WHAT IS BEING ASKED:
Pick out the lines below that contain the string "Keep" and copy them all.

[Opening MATERIAL FOR THIS EXERCISE section]

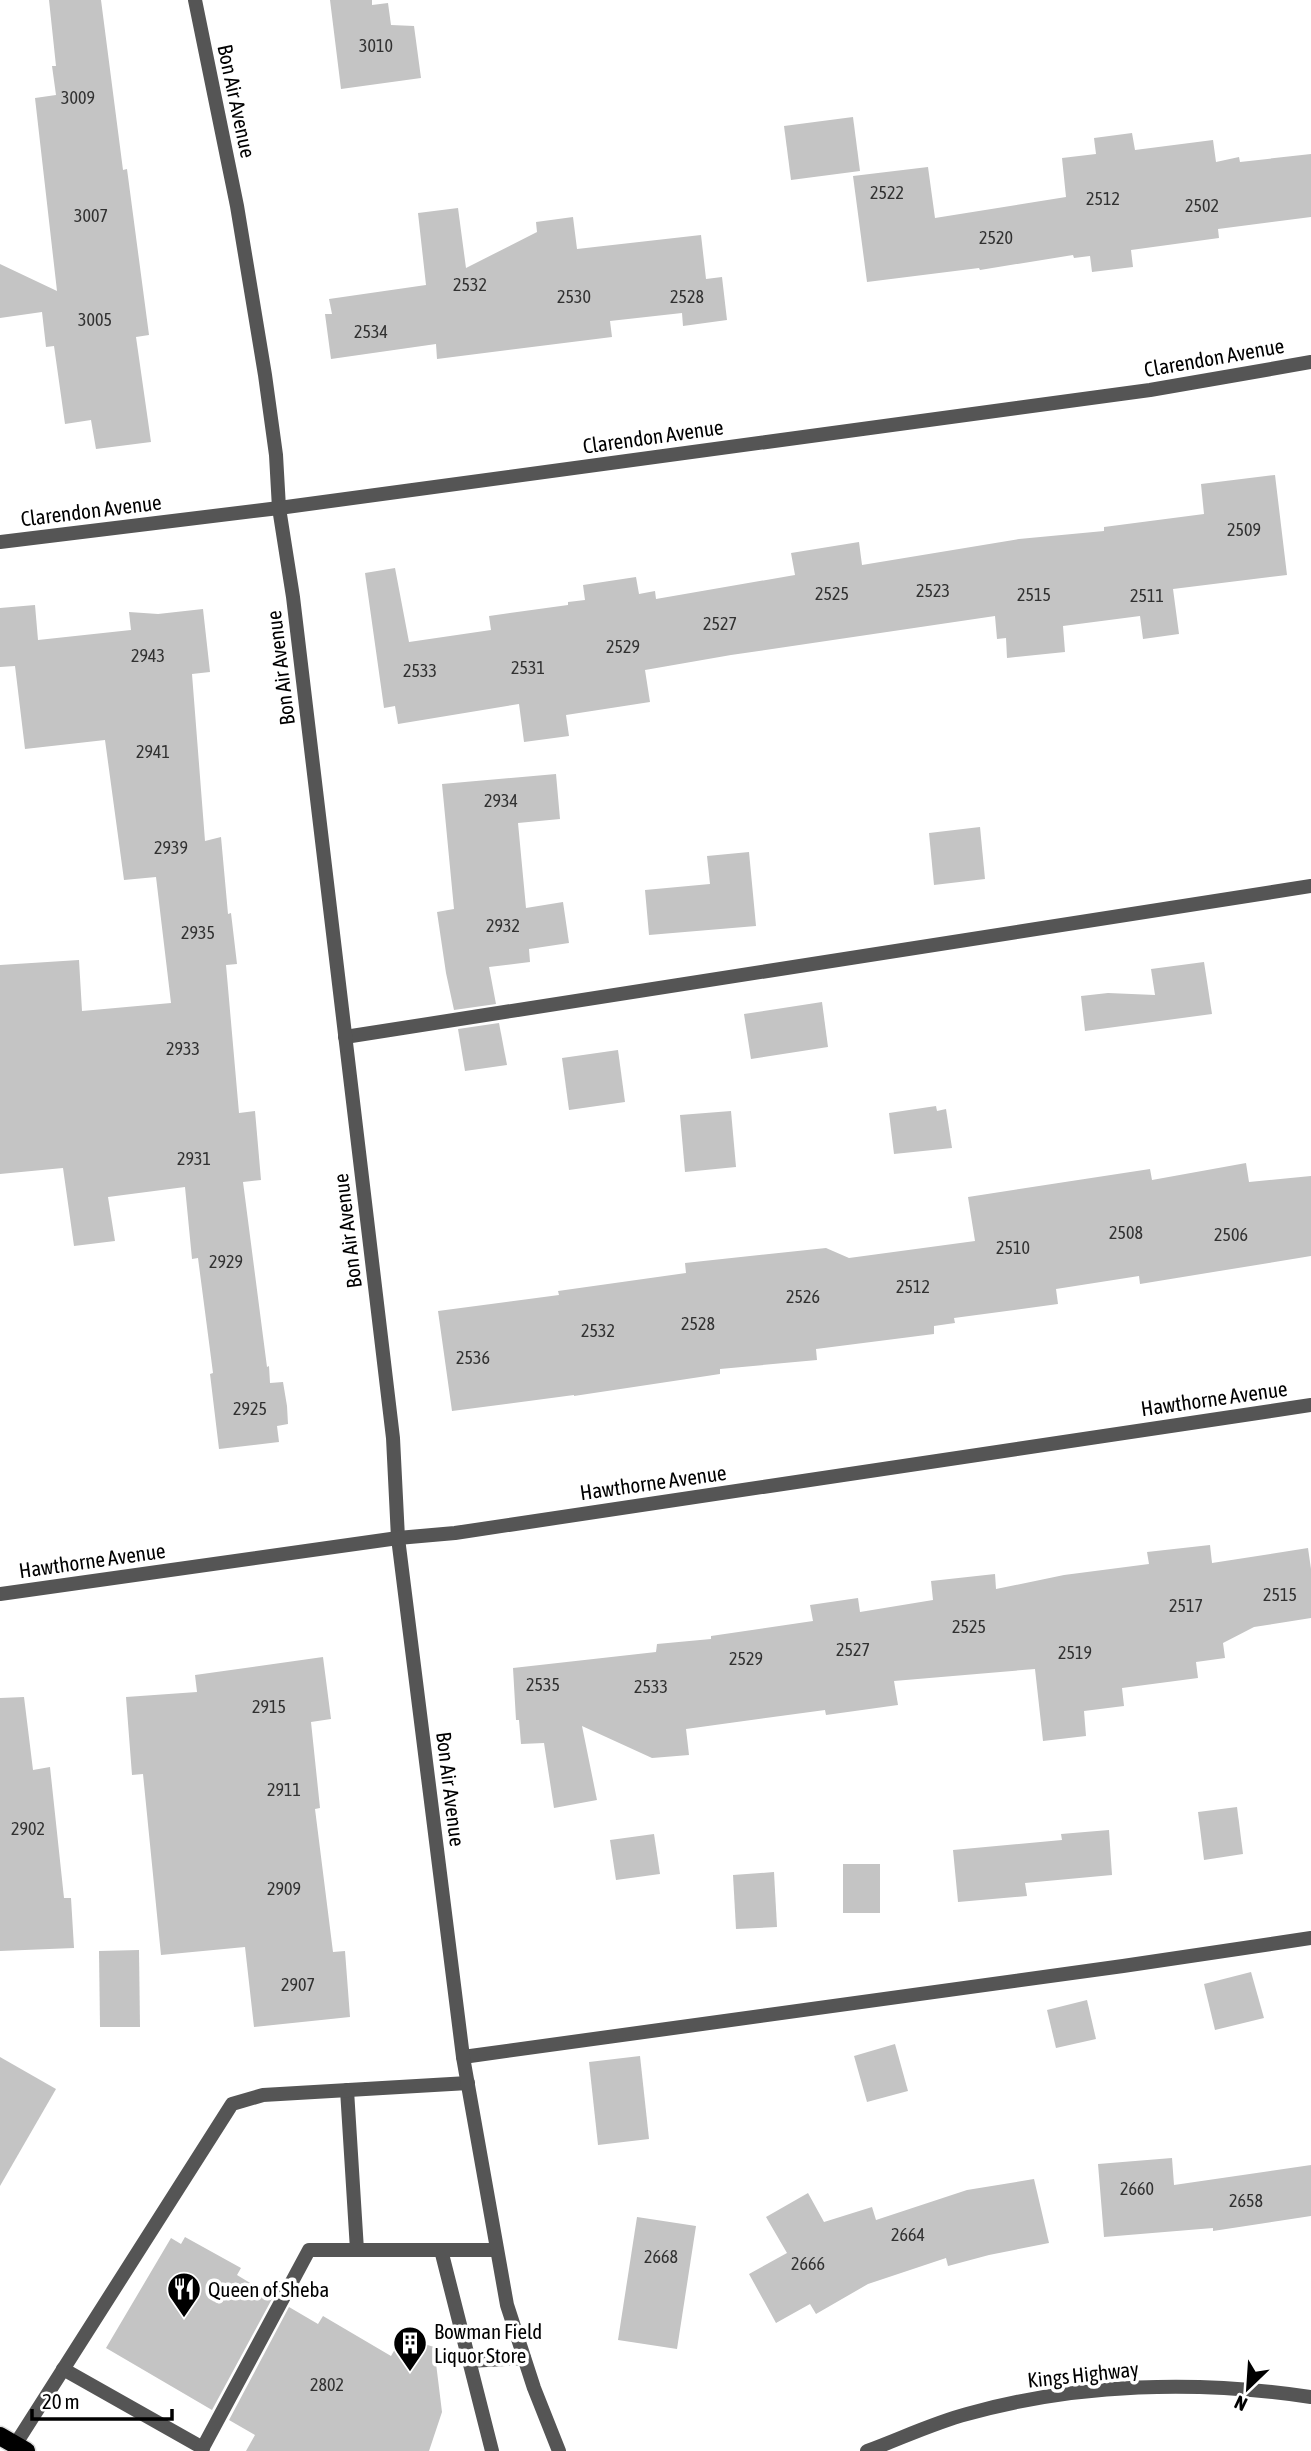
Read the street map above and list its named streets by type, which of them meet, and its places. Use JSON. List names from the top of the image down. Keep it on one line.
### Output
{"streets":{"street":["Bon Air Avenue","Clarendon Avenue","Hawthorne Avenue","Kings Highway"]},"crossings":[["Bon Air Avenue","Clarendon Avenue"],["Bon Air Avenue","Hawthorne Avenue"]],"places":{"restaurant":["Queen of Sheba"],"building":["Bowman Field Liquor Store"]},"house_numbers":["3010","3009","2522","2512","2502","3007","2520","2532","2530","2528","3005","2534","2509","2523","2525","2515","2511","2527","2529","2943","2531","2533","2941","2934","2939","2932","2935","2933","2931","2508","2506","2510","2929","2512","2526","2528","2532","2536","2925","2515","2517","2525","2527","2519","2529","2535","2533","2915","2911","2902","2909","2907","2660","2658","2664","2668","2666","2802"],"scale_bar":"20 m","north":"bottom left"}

[Closing MATERIAL FOR THIS EXERCISE section]
[Opening MATERIAL FOR THIS EXERCISE section]

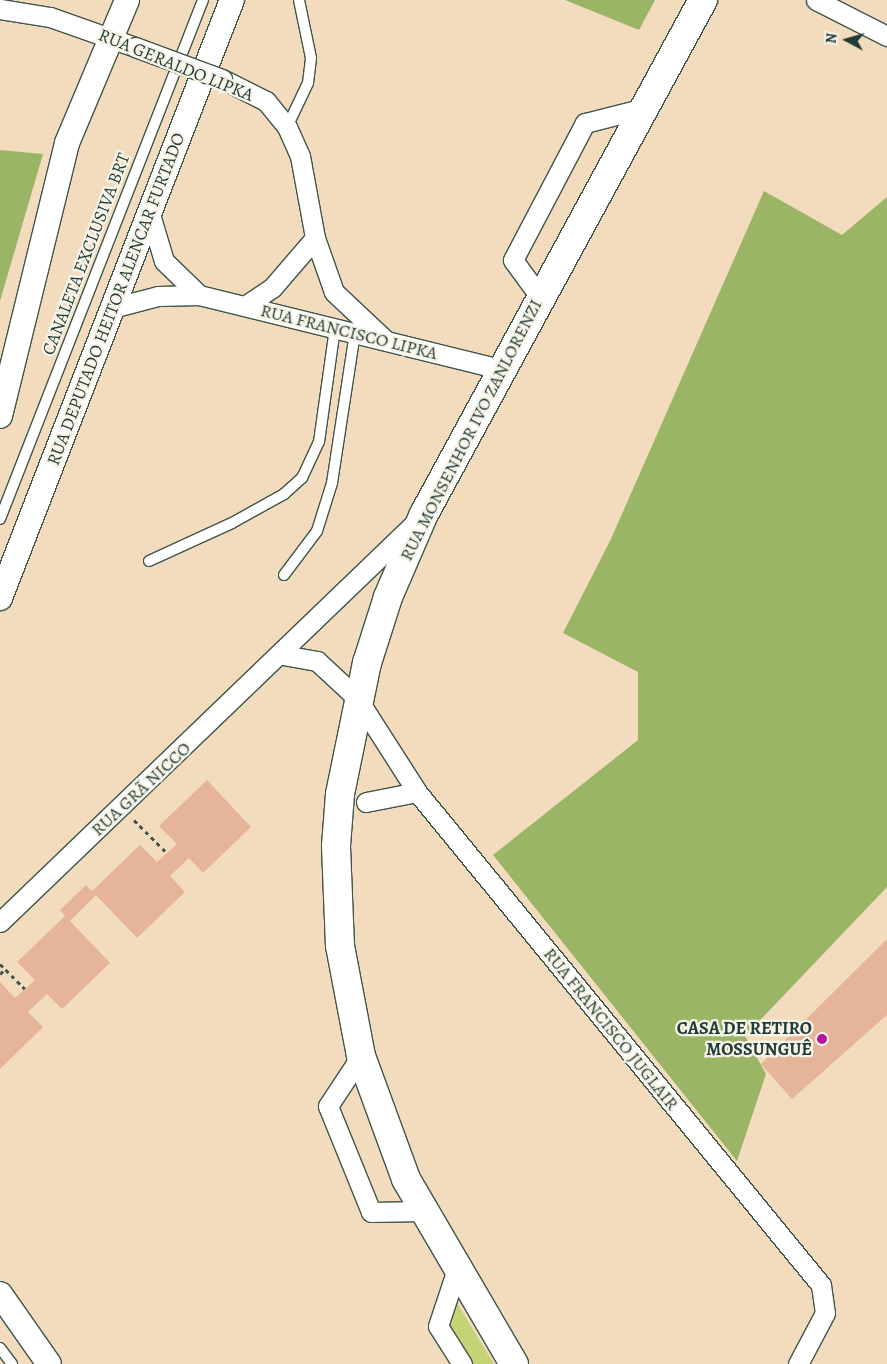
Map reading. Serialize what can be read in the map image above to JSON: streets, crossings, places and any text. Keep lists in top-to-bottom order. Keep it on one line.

[Closing MATERIAL FOR THIS EXERCISE section]

THE ANSWER:
Read the street map above and list its named streets by type, which of them meet, and its places. Use JSON. List names from the top of the image down. Keep it on one line.
Map reading. Serialize what can be read in the map image above to JSON: streets, crossings, places and any text. Keep lists in top-to-bottom order. Keep it on one line.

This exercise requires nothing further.